How to complete this task: Wherever the word "serif" turns up in a line of the entries, copy that line.

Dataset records

########

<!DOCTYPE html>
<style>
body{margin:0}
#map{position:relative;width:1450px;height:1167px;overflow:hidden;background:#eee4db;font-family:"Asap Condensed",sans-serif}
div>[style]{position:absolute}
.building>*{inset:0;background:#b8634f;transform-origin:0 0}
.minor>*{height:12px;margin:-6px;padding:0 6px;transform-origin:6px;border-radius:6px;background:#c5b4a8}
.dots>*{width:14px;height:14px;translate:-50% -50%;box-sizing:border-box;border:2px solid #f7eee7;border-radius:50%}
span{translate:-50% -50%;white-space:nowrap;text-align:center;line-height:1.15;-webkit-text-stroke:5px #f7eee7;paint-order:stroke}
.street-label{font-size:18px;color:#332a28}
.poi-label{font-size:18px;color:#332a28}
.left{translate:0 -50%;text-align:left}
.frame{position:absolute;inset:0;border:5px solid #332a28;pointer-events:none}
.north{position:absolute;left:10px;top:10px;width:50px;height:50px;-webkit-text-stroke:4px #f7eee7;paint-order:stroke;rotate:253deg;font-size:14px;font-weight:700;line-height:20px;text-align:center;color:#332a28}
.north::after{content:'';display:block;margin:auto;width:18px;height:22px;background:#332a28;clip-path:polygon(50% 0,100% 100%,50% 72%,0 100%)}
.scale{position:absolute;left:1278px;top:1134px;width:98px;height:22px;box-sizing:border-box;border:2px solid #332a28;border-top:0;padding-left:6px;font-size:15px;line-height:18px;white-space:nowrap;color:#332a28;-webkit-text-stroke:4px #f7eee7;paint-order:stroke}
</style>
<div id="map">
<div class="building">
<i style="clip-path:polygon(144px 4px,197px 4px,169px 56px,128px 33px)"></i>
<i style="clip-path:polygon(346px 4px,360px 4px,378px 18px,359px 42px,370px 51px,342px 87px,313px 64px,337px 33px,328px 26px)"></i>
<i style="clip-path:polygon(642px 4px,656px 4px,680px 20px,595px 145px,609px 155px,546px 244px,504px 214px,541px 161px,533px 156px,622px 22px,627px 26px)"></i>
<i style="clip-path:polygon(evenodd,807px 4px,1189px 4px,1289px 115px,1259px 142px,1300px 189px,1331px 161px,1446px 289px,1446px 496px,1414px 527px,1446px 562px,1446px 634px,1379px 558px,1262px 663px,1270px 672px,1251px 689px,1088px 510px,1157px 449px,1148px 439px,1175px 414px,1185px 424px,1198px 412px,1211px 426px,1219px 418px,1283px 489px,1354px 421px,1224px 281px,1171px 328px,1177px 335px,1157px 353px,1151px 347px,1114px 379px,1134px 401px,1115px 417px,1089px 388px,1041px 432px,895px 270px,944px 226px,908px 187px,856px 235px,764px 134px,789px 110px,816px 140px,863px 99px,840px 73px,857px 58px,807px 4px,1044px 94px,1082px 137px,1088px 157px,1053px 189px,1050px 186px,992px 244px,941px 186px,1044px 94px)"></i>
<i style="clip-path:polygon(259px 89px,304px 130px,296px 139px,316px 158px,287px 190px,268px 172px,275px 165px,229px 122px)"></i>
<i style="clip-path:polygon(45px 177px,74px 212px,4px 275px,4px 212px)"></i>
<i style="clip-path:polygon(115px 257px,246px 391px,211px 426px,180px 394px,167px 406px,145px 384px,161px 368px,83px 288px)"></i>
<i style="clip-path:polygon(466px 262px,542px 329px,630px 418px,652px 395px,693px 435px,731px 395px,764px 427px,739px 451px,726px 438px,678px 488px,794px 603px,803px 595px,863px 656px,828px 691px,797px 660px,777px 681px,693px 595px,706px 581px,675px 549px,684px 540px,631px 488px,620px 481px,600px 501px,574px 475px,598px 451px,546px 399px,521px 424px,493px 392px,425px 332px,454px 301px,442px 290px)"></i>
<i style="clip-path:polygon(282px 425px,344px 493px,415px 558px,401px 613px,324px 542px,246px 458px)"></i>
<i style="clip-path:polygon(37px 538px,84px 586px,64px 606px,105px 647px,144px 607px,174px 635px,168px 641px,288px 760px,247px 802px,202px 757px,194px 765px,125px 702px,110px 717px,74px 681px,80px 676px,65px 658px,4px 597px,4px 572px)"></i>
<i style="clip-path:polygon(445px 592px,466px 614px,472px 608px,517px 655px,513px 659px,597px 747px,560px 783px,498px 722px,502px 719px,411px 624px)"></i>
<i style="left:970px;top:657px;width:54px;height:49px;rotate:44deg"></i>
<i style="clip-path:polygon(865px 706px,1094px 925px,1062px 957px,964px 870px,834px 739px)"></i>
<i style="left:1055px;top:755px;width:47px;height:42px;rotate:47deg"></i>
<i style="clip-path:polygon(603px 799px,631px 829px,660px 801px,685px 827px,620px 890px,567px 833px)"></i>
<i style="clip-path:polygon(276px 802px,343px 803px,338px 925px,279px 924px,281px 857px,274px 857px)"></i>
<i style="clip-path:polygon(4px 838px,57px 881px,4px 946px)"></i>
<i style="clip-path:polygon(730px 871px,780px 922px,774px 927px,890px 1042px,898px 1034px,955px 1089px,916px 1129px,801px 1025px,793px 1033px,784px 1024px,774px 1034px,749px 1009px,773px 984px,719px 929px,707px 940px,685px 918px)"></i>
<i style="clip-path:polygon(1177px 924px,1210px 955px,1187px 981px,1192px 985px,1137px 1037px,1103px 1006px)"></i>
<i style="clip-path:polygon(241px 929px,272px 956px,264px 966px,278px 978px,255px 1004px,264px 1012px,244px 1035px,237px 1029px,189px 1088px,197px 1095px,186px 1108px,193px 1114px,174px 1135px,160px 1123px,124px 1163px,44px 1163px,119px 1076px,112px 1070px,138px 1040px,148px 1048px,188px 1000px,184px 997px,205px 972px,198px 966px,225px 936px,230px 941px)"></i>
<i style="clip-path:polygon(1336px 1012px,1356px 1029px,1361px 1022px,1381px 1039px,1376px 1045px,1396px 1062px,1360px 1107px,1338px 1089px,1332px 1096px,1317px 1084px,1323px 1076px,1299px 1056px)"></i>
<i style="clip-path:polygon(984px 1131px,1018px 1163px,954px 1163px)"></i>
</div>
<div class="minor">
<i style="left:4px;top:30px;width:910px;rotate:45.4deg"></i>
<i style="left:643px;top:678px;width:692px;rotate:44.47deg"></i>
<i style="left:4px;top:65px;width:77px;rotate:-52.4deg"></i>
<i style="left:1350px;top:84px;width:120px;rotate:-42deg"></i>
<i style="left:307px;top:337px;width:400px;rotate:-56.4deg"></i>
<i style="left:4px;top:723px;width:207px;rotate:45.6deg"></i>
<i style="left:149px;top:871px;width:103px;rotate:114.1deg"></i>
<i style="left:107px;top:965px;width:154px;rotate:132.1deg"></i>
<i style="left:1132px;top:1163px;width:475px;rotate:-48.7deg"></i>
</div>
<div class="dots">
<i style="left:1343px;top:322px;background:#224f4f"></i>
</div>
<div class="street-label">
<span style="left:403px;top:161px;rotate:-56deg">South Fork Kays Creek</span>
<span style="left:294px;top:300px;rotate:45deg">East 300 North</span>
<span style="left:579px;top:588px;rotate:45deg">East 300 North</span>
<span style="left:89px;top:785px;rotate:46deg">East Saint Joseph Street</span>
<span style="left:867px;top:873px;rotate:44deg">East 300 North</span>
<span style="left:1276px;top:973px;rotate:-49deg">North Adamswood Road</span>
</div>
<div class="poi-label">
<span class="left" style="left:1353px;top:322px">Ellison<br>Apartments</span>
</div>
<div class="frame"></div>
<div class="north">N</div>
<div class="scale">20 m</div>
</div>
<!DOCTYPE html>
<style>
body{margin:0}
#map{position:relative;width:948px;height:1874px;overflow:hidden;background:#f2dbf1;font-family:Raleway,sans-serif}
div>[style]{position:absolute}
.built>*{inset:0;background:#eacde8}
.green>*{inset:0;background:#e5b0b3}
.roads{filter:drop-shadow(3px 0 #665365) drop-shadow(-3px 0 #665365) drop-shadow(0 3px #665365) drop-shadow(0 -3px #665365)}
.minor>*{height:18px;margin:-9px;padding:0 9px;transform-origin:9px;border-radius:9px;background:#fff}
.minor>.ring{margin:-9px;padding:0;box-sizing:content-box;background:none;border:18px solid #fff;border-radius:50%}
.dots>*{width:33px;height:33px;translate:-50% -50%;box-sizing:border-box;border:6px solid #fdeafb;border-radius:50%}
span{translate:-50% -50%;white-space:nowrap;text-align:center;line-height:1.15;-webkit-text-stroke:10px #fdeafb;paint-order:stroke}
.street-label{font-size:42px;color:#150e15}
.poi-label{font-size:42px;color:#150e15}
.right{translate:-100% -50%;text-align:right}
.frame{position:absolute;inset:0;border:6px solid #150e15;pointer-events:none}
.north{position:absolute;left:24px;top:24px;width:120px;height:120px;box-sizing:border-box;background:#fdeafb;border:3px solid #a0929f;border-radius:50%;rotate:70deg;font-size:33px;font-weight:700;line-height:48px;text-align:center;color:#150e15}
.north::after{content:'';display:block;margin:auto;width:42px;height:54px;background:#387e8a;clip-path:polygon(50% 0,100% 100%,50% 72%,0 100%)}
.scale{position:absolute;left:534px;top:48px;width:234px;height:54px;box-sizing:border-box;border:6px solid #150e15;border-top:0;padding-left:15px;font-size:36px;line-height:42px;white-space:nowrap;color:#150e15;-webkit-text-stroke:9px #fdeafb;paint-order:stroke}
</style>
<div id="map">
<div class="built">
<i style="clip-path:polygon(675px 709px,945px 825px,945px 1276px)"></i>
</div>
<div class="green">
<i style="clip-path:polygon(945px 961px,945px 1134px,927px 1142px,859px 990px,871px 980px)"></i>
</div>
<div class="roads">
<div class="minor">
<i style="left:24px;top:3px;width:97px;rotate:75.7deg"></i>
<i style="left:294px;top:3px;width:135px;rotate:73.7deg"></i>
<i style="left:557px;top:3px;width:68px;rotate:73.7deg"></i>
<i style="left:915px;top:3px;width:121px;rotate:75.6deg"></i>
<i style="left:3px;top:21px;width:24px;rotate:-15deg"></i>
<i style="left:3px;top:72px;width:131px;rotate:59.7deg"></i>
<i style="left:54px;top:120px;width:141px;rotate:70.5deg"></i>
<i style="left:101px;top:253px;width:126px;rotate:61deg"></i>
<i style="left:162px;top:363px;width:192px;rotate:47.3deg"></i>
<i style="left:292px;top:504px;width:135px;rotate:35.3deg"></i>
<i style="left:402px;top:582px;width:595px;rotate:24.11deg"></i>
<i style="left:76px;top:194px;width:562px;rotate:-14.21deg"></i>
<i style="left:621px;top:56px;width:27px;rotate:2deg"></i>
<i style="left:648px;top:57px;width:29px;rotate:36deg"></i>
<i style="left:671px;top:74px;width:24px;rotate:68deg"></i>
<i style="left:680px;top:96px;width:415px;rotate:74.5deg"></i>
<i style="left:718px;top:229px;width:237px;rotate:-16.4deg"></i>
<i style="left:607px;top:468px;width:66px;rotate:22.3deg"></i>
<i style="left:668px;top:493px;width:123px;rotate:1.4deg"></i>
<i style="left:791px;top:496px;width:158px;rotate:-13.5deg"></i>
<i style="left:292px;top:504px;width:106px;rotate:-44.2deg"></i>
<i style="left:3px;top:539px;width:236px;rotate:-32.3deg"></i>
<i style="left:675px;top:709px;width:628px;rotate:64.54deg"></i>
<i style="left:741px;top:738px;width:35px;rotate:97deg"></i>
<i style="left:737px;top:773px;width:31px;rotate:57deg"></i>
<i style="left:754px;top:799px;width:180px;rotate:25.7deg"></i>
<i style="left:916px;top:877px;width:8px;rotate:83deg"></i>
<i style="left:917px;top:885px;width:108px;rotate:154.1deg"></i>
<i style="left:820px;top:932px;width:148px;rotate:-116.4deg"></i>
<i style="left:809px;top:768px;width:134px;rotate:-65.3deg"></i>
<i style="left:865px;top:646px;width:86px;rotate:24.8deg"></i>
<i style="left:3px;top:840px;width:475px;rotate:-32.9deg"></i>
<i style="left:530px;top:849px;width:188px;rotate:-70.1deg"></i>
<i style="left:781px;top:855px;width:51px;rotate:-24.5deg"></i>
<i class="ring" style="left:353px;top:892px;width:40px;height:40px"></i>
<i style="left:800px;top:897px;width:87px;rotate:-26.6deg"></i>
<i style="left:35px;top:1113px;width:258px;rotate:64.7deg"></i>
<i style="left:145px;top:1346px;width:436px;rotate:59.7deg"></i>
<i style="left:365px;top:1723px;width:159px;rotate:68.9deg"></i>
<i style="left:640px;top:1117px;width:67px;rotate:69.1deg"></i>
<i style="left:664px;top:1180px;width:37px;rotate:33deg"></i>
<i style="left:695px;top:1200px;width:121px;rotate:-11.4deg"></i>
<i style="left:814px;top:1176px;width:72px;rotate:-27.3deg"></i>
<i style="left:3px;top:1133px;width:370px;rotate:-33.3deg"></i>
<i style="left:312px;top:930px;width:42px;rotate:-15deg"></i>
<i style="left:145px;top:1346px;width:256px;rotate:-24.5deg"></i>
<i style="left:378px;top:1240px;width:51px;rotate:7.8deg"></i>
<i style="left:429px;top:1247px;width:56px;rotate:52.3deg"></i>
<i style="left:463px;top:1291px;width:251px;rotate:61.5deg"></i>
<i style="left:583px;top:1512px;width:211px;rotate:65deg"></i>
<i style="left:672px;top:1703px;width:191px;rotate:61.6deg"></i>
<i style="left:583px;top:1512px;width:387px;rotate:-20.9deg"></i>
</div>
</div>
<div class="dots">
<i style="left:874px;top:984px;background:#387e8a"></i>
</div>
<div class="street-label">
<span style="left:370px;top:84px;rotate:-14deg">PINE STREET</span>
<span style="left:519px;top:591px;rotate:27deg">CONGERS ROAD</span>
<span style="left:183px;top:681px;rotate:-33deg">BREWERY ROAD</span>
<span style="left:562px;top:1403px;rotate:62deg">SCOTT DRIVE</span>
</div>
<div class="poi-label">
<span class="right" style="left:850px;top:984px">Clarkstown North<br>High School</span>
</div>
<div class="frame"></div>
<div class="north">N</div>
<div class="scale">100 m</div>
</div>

########

Solved exercise:
#map{position:relative;width:1450px;height:1167px;overflow:hidden;background:#eee4db;font-family:"Asap Condensed",sans-serif}
#map{position:relative;width:948px;height:1874px;overflow:hidden;background:#f2dbf1;font-family:Raleway,sans-serif}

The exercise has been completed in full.